(Information supplied Opens)

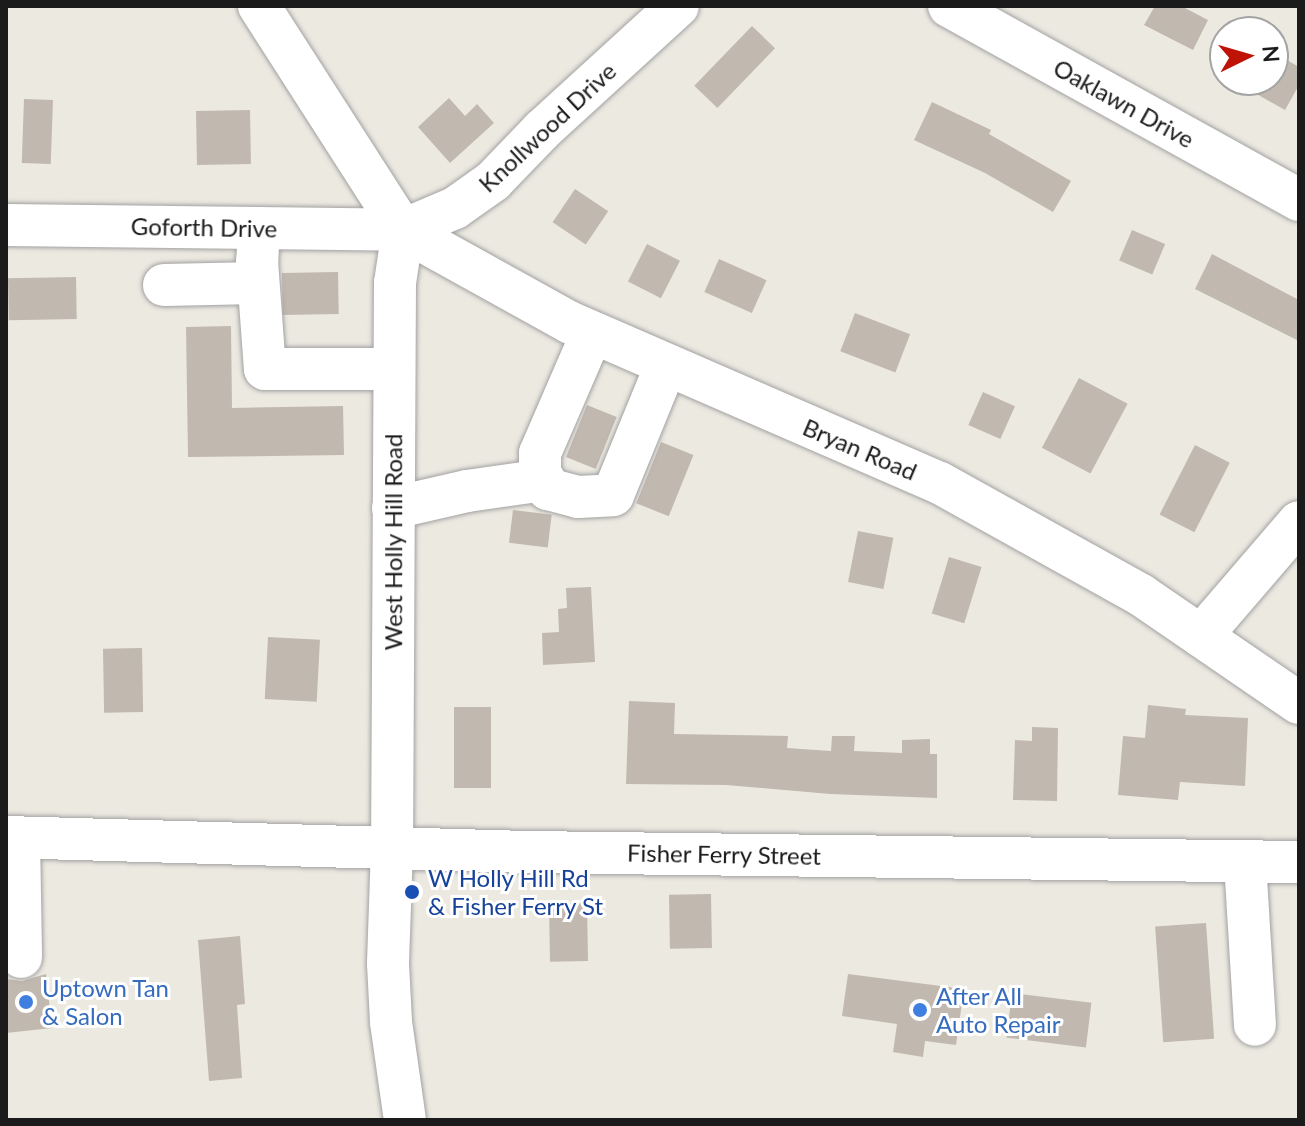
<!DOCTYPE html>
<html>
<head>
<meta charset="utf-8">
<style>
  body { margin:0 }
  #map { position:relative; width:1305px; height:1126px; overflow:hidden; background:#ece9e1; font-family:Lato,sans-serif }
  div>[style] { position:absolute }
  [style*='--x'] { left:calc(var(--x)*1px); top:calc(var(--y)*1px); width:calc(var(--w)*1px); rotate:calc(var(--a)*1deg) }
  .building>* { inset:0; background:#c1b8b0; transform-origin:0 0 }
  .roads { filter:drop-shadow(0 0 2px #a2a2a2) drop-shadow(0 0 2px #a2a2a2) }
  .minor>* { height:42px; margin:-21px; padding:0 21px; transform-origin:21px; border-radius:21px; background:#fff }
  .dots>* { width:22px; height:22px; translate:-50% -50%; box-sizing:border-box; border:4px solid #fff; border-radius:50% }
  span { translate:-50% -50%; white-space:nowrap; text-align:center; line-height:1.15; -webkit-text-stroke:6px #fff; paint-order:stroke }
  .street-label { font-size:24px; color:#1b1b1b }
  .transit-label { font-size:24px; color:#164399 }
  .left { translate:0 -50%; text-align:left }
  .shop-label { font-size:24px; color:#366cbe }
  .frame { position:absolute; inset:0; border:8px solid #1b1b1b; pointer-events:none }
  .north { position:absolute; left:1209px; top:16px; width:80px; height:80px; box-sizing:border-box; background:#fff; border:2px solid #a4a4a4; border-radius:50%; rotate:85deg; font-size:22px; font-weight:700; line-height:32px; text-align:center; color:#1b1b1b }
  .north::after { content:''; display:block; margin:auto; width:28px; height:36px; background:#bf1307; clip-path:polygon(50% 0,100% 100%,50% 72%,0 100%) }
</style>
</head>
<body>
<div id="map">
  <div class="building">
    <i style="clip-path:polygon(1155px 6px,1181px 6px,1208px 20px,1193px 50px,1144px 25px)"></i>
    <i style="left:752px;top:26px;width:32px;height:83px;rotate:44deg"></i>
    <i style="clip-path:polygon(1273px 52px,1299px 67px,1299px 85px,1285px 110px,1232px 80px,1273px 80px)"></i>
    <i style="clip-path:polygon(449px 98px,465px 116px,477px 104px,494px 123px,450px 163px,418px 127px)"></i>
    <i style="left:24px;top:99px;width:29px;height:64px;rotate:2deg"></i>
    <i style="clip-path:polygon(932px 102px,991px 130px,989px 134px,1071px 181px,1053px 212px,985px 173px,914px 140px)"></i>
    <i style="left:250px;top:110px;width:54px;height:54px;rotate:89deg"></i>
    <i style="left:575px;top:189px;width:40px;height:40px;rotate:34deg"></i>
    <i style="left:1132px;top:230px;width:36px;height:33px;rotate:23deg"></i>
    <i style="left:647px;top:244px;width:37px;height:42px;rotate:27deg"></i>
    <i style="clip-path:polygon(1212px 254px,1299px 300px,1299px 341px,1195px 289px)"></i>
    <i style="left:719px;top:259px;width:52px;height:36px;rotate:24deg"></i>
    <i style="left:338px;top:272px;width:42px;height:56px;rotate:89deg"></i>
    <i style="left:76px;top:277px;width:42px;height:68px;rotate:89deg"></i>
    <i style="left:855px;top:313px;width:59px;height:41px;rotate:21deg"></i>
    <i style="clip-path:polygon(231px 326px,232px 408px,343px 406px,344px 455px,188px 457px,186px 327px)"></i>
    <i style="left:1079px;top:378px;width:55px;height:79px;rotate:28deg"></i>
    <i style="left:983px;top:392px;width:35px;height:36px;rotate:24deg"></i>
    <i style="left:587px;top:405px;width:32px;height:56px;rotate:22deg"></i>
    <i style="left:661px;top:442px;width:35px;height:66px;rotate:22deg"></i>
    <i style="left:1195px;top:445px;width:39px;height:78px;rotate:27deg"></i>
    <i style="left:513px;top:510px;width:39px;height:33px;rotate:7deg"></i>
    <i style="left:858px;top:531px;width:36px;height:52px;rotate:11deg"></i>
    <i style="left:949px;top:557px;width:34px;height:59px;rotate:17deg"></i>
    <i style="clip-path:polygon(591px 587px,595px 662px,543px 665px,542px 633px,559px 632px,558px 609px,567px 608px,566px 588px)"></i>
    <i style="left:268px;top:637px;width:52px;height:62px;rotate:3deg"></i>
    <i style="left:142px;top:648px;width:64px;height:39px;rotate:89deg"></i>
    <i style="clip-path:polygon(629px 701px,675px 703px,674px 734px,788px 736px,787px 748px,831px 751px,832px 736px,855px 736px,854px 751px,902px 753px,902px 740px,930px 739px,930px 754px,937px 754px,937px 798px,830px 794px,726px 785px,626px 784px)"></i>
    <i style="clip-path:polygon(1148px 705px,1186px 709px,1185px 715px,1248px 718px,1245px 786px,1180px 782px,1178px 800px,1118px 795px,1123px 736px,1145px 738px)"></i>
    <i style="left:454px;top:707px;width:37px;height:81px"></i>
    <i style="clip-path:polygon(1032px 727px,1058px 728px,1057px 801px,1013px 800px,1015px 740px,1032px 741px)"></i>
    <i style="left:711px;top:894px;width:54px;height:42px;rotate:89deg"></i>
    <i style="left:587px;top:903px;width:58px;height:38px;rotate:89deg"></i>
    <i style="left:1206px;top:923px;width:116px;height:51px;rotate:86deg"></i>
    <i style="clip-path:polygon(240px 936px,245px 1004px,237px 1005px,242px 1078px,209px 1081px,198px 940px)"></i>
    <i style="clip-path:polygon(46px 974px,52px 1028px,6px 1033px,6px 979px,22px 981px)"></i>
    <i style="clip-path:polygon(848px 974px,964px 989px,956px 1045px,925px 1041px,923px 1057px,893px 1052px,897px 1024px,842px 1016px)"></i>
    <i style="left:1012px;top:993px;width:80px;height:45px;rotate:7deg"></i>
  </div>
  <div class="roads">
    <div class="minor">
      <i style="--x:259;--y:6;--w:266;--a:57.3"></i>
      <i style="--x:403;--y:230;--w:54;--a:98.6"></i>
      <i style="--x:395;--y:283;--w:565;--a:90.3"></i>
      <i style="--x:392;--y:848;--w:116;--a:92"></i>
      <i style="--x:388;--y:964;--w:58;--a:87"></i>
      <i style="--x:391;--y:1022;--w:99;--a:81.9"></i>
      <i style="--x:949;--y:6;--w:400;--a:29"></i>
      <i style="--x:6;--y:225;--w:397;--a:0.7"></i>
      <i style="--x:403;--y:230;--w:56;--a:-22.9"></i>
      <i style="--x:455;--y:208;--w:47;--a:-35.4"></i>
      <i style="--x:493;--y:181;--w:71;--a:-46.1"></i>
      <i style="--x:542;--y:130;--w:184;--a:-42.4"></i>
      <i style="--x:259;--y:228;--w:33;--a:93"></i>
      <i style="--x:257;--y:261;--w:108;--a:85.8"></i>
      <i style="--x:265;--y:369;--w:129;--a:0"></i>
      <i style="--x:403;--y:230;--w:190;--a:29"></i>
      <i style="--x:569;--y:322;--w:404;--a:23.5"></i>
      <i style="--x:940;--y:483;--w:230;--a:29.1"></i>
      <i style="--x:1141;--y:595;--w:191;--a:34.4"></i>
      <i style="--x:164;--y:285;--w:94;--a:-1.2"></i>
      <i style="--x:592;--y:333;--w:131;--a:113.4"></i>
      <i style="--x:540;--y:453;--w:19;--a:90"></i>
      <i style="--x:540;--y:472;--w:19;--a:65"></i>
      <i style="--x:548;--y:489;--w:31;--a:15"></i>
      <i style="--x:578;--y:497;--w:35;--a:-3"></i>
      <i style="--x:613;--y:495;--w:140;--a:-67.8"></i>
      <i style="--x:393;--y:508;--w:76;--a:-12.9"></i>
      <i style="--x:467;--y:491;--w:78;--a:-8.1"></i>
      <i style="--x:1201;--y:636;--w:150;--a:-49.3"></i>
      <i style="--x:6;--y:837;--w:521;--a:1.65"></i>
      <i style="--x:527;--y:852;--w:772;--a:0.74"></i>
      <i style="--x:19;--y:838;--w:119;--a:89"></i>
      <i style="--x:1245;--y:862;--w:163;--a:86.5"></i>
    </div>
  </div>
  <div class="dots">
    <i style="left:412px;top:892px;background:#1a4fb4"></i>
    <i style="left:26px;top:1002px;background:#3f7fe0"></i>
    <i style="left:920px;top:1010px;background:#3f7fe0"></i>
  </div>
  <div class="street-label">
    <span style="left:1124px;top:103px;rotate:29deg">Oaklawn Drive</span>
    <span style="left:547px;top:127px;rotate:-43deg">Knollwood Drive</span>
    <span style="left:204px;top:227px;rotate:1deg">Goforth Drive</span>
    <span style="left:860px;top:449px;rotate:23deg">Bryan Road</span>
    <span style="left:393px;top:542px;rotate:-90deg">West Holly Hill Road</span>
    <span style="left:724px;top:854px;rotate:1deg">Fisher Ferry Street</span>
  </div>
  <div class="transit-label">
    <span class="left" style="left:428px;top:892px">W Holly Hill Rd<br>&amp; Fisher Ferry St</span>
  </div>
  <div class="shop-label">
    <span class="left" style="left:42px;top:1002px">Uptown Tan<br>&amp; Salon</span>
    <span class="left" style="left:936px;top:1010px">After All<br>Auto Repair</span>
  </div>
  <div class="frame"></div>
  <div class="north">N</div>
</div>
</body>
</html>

(Information supplied Closes)

Each line, from the beginning of the listing to the line bearing "width:22px; height:22px; translate:-50%" inclusive, should be copied exactly; the pictures stay out.

◆ Solved exercise
<!DOCTYPE html>
<html>
<head>
<meta charset="utf-8">
<style>
  body { margin:0 }
  #map { position:relative; width:1305px; height:1126px; overflow:hidden; background:#ece9e1; font-family:Lato,sans-serif }
  div>[style] { position:absolute }
  [style*='--x'] { left:calc(var(--x)*1px); top:calc(var(--y)*1px); width:calc(var(--w)*1px); rotate:calc(var(--a)*1deg) }
  .building>* { inset:0; background:#c1b8b0; transform-origin:0 0 }
  .roads { filter:drop-shadow(0 0 2px #a2a2a2) drop-shadow(0 0 2px #a2a2a2) }
  .minor>* { height:42px; margin:-21px; padding:0 21px; transform-origin:21px; border-radius:21px; background:#fff }
  .dots>* { width:22px; height:22px; translate:-50% -50%; box-sizing:border-box; border:4px solid #fff; border-radius:50% }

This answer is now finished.